Task input:

──────────

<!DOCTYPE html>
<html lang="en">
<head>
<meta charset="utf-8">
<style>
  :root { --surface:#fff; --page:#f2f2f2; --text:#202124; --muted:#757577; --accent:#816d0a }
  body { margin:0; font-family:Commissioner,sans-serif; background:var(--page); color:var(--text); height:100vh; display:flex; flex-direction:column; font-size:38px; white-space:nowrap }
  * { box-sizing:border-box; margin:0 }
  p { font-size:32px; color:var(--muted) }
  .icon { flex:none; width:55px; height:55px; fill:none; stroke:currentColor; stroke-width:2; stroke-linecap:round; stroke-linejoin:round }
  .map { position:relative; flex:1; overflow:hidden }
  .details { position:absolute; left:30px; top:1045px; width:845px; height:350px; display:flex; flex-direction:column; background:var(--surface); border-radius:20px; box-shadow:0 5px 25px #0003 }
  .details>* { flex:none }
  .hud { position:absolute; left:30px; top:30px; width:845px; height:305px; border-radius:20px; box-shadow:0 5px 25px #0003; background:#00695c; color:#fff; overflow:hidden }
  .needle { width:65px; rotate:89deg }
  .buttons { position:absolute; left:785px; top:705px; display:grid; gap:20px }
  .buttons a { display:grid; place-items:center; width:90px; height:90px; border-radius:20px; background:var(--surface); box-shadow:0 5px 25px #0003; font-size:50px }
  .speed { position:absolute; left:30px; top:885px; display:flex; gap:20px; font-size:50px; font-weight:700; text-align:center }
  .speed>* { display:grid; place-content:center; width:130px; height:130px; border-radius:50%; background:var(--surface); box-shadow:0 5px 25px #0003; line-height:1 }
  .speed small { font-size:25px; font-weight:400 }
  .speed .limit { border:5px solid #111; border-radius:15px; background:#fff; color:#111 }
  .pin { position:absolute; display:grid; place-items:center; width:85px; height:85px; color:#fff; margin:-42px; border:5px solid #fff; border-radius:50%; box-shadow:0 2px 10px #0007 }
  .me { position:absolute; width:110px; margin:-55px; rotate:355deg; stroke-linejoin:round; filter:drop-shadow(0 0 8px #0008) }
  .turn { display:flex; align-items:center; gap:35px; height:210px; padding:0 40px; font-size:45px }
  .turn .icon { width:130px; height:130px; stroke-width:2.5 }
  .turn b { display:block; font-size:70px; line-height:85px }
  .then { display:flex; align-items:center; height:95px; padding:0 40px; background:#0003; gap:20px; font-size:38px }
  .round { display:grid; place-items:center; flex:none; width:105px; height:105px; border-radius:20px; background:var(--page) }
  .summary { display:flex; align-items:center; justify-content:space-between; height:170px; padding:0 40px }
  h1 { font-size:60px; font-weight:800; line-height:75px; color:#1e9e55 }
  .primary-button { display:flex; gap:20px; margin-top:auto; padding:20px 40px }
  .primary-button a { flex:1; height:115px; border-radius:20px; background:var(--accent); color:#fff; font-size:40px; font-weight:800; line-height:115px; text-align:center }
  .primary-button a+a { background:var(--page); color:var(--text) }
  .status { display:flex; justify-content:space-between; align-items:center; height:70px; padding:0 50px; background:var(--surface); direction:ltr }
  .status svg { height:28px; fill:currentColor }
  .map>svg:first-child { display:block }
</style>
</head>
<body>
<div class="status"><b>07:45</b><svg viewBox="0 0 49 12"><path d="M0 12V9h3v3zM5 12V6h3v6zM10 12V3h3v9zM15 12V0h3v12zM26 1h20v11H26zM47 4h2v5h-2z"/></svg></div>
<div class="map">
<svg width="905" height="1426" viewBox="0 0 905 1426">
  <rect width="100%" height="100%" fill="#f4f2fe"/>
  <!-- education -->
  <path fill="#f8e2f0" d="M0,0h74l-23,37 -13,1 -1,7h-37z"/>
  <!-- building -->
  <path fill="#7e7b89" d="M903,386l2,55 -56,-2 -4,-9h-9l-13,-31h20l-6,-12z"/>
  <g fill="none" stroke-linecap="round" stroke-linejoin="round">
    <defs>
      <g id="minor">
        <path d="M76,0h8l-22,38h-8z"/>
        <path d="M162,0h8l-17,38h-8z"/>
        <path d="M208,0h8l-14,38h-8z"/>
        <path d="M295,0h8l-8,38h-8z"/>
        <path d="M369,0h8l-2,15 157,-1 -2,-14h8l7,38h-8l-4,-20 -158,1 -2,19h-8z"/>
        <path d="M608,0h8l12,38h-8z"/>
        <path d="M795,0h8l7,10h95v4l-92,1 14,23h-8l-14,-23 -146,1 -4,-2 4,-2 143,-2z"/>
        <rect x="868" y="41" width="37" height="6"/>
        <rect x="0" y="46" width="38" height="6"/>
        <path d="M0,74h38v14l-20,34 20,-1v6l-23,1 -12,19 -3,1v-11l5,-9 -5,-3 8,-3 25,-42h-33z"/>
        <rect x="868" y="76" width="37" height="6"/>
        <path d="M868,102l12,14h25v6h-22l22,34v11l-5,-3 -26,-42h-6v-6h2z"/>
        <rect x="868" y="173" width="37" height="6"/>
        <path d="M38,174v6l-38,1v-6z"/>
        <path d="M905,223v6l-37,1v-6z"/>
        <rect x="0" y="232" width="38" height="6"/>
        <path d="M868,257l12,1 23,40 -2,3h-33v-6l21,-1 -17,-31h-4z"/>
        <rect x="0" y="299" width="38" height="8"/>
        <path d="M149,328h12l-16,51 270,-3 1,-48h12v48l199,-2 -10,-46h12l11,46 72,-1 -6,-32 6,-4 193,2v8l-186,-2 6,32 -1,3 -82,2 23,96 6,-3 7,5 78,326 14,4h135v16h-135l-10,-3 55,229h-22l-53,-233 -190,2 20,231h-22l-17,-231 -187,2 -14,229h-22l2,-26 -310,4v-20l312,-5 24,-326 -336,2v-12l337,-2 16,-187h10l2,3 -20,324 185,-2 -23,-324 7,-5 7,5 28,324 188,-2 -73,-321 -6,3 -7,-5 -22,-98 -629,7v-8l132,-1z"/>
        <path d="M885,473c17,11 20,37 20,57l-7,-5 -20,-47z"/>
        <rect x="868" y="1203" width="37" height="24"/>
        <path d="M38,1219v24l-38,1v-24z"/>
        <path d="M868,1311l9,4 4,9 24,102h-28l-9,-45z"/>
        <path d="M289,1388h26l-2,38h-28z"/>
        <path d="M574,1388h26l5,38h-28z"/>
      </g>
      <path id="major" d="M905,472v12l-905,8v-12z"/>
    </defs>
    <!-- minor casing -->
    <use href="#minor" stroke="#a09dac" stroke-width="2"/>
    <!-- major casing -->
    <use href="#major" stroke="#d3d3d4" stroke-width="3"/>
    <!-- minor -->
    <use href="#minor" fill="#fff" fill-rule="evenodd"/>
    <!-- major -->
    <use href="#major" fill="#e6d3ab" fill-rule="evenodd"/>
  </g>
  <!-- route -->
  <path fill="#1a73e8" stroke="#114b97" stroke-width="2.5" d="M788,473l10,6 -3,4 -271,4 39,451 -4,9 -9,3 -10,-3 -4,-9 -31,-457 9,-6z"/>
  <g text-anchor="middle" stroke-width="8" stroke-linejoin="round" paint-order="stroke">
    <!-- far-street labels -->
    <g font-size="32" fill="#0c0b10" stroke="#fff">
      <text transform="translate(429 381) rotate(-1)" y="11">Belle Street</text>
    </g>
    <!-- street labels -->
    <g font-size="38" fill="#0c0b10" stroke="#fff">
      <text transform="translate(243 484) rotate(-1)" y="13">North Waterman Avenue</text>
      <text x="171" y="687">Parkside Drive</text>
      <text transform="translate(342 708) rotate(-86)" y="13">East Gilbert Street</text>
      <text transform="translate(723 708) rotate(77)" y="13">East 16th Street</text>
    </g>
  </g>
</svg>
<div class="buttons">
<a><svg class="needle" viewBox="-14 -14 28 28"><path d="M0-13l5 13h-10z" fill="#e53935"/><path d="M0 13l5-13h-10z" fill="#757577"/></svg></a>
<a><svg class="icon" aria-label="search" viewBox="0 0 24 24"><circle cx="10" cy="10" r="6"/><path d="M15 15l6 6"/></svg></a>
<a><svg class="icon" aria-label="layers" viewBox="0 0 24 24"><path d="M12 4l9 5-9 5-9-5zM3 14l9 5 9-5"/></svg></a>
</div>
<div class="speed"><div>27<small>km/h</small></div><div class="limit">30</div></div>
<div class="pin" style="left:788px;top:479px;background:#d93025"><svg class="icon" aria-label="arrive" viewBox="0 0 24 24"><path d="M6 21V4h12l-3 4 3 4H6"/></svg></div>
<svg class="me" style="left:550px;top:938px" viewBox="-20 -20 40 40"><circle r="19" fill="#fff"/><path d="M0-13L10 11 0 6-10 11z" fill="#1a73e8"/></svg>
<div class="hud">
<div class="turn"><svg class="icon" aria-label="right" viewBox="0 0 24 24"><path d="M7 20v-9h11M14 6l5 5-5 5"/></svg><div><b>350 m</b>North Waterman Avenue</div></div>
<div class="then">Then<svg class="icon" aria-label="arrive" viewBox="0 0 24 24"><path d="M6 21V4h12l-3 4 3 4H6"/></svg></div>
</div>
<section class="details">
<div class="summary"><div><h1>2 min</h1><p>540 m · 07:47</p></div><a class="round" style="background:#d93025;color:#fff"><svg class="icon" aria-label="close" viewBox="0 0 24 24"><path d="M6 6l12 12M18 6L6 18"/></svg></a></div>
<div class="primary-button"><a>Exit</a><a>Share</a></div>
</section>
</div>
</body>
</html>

──────────

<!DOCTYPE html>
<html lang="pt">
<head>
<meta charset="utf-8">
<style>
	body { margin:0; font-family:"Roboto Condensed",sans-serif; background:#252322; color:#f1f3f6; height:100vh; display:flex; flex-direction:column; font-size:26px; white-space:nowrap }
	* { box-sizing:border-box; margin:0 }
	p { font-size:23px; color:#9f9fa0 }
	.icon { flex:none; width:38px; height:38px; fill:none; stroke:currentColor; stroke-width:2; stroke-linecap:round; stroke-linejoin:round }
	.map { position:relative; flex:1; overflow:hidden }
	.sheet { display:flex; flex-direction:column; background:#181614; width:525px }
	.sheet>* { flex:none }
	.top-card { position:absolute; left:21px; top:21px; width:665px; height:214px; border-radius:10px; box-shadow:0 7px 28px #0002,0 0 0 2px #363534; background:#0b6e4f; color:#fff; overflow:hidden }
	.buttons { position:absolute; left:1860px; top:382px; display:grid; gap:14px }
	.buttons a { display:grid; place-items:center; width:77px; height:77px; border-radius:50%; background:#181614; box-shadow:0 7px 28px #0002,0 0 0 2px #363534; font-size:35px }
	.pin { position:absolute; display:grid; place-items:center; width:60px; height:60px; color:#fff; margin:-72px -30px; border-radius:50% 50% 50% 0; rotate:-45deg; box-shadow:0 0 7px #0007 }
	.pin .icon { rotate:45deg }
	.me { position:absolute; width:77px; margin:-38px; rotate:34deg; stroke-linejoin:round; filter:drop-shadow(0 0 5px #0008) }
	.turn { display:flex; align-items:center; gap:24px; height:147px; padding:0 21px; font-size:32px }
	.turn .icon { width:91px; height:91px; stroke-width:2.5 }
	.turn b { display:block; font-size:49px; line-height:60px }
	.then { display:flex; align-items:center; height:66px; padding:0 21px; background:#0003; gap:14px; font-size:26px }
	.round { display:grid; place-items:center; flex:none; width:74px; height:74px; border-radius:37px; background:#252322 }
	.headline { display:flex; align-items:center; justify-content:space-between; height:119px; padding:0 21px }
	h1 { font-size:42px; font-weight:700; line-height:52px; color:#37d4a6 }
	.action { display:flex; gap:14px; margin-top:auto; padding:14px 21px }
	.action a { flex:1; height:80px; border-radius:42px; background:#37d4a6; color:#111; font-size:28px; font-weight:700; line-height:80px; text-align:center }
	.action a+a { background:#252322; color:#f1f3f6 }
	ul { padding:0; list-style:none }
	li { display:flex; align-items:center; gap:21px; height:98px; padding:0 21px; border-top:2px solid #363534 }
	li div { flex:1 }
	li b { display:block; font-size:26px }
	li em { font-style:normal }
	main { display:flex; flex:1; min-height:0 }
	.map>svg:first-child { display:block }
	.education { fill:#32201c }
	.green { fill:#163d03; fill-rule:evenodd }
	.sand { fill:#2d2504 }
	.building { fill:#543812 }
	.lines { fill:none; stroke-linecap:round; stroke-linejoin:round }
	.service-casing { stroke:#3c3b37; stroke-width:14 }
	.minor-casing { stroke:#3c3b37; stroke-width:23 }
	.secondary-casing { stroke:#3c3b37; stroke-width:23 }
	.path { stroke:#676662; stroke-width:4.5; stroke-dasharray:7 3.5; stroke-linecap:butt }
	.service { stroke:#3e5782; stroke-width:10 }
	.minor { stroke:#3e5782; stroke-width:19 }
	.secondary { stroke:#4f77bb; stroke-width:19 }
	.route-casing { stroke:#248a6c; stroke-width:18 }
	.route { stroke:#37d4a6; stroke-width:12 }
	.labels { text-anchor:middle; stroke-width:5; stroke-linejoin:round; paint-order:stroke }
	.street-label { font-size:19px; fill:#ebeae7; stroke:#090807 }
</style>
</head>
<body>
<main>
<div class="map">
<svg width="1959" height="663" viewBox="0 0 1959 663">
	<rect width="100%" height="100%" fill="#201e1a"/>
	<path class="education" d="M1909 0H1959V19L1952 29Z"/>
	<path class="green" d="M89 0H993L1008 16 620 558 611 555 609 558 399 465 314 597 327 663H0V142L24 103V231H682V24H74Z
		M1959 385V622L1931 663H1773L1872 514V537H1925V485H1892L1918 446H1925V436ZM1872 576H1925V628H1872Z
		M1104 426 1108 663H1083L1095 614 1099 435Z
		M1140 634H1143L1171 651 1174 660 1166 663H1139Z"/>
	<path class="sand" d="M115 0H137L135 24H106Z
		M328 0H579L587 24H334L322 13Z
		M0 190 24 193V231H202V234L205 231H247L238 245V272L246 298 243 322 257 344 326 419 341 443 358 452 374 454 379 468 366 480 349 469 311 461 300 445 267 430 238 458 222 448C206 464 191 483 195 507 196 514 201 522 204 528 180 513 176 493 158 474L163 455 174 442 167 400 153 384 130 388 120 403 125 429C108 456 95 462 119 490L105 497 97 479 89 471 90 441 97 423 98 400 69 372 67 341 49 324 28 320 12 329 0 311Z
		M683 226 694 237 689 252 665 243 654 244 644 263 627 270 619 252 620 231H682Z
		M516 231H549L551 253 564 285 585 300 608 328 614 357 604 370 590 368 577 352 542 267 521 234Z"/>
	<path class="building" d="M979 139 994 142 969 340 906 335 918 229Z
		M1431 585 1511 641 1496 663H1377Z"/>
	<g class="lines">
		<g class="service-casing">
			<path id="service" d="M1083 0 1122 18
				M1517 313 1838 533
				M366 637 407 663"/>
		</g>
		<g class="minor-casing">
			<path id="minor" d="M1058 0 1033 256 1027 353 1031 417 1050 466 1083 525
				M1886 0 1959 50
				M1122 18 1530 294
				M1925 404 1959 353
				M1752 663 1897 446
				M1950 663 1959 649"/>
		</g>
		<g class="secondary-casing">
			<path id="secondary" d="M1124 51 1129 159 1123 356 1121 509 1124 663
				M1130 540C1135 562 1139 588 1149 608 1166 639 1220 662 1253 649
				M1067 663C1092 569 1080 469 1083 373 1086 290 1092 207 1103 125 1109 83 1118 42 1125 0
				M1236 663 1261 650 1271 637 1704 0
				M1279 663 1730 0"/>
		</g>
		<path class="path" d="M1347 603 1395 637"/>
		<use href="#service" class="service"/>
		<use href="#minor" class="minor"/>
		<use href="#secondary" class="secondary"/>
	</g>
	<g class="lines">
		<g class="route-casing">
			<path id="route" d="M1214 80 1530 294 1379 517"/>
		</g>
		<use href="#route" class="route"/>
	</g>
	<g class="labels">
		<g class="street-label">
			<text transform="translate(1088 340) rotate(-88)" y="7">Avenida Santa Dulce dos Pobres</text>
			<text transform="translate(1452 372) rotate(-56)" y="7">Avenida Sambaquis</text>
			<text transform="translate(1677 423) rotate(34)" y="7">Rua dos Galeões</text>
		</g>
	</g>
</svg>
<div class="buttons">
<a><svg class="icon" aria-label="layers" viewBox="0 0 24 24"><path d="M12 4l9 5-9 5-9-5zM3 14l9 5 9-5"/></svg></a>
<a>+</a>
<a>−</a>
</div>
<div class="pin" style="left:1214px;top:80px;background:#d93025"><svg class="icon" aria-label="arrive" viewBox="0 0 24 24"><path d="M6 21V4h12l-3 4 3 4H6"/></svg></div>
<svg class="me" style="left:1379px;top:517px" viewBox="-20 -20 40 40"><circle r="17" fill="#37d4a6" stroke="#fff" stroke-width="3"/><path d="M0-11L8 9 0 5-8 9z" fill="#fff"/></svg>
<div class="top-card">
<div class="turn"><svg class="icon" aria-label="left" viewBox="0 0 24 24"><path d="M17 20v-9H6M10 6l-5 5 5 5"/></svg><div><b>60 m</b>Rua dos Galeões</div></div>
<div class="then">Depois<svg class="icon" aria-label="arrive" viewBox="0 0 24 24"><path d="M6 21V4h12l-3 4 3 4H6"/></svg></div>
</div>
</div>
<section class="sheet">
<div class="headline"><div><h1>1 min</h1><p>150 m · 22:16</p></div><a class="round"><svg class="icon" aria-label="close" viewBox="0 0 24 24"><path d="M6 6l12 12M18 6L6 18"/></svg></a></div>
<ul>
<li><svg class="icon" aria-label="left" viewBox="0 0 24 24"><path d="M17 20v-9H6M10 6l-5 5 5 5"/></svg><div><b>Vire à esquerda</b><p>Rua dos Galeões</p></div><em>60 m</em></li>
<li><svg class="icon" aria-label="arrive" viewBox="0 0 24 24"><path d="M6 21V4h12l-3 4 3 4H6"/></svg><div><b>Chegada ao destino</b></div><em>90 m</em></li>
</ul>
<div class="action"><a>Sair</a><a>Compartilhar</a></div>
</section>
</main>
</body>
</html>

──────────

From the entries, find how many lines contain "hidden" and give the number alone.

4